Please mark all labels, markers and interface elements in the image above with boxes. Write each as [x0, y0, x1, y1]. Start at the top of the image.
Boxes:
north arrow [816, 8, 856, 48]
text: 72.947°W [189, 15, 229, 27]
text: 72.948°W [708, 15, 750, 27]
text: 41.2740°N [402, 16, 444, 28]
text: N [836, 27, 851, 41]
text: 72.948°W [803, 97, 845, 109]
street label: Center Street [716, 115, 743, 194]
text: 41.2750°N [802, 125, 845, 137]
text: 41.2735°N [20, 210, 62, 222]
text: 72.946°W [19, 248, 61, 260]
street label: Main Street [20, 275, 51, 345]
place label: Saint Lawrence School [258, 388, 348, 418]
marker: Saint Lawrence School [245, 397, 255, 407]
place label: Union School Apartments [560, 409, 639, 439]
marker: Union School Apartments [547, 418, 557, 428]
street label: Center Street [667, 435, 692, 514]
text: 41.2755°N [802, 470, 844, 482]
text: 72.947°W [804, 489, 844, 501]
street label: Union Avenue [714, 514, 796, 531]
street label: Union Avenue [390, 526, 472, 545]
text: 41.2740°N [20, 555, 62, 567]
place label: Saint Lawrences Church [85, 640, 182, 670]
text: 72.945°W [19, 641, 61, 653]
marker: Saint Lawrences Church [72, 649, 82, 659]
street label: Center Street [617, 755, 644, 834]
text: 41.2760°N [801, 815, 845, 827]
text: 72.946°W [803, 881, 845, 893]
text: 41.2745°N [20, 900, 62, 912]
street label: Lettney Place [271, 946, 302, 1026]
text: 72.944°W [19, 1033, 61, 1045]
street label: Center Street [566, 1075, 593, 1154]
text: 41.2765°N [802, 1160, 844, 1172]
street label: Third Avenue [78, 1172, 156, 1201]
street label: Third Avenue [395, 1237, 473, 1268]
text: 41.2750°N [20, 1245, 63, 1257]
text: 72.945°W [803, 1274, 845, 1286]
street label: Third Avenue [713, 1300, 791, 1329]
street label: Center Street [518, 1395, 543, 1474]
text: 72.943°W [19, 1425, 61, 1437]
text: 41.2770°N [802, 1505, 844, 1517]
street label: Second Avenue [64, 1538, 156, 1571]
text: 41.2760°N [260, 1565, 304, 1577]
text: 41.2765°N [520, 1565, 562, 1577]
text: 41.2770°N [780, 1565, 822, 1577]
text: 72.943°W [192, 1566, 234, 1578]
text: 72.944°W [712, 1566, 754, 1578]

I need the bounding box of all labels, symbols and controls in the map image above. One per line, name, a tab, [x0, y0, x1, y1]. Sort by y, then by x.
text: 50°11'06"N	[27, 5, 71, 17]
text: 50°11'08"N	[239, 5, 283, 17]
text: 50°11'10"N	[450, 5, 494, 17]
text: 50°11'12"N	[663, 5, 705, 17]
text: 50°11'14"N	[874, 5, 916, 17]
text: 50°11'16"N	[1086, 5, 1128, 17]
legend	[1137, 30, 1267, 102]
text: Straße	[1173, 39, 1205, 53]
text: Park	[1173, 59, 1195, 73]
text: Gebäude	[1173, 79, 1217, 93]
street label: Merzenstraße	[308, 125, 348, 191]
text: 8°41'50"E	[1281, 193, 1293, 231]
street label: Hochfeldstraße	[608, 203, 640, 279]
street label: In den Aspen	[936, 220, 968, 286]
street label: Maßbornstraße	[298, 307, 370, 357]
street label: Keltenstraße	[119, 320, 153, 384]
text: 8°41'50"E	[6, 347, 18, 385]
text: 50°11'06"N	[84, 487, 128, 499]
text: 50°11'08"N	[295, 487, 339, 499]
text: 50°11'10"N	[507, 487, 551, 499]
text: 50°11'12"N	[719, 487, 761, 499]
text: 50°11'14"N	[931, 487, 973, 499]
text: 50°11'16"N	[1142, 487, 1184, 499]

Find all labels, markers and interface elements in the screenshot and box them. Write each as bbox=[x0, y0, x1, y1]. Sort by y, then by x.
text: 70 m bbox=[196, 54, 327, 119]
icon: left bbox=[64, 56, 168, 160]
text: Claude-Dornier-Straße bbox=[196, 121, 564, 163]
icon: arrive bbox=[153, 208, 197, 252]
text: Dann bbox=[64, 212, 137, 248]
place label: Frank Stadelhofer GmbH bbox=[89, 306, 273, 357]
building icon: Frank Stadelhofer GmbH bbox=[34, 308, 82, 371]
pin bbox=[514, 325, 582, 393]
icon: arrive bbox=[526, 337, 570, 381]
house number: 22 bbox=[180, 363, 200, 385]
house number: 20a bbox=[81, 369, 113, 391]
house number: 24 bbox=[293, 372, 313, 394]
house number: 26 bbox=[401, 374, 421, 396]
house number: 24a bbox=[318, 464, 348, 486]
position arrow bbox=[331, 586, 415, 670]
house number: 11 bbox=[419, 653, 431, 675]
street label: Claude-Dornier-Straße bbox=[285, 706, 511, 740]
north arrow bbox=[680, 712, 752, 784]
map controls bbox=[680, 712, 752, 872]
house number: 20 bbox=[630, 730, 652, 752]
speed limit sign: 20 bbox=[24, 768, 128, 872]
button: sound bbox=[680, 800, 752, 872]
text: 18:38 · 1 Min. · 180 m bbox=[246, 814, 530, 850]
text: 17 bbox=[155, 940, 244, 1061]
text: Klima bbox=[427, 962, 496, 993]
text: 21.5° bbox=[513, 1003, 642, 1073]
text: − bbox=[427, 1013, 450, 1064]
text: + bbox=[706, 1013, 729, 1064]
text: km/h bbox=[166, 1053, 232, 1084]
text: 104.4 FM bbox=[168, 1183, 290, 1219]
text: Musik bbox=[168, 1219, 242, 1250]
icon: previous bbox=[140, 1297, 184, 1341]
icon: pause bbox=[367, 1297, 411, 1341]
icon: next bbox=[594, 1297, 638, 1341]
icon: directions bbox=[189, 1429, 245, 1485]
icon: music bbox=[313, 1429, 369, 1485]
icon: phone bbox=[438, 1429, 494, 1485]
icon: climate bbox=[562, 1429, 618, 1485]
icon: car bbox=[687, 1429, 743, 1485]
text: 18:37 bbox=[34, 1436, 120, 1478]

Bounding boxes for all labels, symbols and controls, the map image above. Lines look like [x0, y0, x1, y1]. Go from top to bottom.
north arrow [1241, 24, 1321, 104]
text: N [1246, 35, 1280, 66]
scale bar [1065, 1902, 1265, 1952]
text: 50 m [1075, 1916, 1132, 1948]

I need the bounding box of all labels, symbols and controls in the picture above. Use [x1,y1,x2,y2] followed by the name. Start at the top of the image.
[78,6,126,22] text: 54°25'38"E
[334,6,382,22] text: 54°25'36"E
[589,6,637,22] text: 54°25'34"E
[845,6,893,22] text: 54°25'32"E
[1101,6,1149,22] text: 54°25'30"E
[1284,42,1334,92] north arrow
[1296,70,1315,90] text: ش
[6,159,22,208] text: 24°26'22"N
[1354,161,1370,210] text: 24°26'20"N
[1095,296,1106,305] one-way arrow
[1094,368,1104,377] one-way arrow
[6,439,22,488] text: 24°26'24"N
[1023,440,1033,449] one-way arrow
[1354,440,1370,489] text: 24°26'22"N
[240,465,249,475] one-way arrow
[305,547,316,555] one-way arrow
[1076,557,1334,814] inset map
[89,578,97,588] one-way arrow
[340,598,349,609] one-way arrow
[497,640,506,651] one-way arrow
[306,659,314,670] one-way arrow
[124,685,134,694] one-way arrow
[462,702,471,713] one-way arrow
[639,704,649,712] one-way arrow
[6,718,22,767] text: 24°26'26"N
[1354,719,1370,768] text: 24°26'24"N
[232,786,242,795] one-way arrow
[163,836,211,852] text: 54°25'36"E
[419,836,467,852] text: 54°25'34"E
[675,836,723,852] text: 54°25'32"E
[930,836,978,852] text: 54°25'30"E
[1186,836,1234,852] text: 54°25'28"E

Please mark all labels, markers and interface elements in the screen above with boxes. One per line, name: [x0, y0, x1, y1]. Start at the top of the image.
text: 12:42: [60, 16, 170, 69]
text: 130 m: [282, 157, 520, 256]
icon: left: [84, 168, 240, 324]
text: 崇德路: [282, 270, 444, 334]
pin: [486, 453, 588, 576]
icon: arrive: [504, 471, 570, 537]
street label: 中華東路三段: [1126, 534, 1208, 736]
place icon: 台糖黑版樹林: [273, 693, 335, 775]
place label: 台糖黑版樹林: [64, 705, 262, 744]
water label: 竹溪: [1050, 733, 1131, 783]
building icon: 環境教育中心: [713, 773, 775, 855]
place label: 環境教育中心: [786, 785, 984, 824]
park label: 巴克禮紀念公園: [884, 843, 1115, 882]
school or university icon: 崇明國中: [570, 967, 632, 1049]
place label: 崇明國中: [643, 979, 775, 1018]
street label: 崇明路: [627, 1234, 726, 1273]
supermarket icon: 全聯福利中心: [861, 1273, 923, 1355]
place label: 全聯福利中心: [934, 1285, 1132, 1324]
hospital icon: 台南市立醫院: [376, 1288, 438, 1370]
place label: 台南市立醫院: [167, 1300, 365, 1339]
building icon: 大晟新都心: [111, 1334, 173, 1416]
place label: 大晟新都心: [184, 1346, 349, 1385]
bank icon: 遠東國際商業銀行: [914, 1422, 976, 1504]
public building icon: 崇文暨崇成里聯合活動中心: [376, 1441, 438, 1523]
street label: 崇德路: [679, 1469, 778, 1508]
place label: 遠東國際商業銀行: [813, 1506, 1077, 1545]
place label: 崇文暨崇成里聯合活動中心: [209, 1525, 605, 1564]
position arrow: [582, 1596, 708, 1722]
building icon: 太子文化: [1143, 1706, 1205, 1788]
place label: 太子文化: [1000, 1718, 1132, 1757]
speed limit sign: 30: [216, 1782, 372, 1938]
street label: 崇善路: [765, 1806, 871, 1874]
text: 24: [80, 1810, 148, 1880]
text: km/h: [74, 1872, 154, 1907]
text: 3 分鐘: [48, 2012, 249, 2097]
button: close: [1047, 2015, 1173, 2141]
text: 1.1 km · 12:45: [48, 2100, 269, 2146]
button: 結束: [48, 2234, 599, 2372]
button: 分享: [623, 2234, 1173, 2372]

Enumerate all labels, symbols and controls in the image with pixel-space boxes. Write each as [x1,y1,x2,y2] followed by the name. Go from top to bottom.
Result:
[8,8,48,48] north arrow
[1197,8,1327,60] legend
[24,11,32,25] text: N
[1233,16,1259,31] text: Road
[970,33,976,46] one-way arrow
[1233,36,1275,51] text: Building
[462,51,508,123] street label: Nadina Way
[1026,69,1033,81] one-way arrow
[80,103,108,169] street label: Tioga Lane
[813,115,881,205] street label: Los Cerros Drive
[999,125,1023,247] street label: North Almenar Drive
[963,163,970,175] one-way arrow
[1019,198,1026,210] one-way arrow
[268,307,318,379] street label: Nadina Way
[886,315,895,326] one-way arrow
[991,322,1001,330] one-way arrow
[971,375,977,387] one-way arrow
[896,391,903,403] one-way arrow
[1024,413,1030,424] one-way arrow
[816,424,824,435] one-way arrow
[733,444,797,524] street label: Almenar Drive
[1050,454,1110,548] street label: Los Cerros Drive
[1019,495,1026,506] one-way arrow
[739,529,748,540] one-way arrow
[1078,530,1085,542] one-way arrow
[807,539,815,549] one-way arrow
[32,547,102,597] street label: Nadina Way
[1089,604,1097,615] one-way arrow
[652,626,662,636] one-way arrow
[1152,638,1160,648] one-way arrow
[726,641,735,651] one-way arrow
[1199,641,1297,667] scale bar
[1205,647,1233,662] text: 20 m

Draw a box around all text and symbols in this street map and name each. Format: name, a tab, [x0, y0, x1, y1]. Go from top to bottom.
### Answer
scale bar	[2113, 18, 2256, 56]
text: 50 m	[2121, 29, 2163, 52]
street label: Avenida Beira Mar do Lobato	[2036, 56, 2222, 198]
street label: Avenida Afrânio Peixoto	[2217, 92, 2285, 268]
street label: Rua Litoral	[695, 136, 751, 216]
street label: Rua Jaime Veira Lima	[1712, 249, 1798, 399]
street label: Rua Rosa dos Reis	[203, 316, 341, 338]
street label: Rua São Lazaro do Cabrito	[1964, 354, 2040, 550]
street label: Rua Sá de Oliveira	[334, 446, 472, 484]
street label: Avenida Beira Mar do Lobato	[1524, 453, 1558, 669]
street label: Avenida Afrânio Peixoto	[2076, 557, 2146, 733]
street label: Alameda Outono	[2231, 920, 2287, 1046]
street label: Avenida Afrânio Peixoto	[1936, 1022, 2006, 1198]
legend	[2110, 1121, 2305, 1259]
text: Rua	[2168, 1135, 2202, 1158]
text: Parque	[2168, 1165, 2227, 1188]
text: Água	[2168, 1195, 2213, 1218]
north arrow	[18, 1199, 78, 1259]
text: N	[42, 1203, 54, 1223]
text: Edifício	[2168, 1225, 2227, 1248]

——————————

From the records above, copy each line where the word "Drive" can be found.

▸ Solution for this problem
[813,115,881,205] street label: Los Cerros Drive
[999,125,1023,247] street label: North Almenar Drive
[733,444,797,524] street label: Almenar Drive
[1050,454,1110,548] street label: Los Cerros Drive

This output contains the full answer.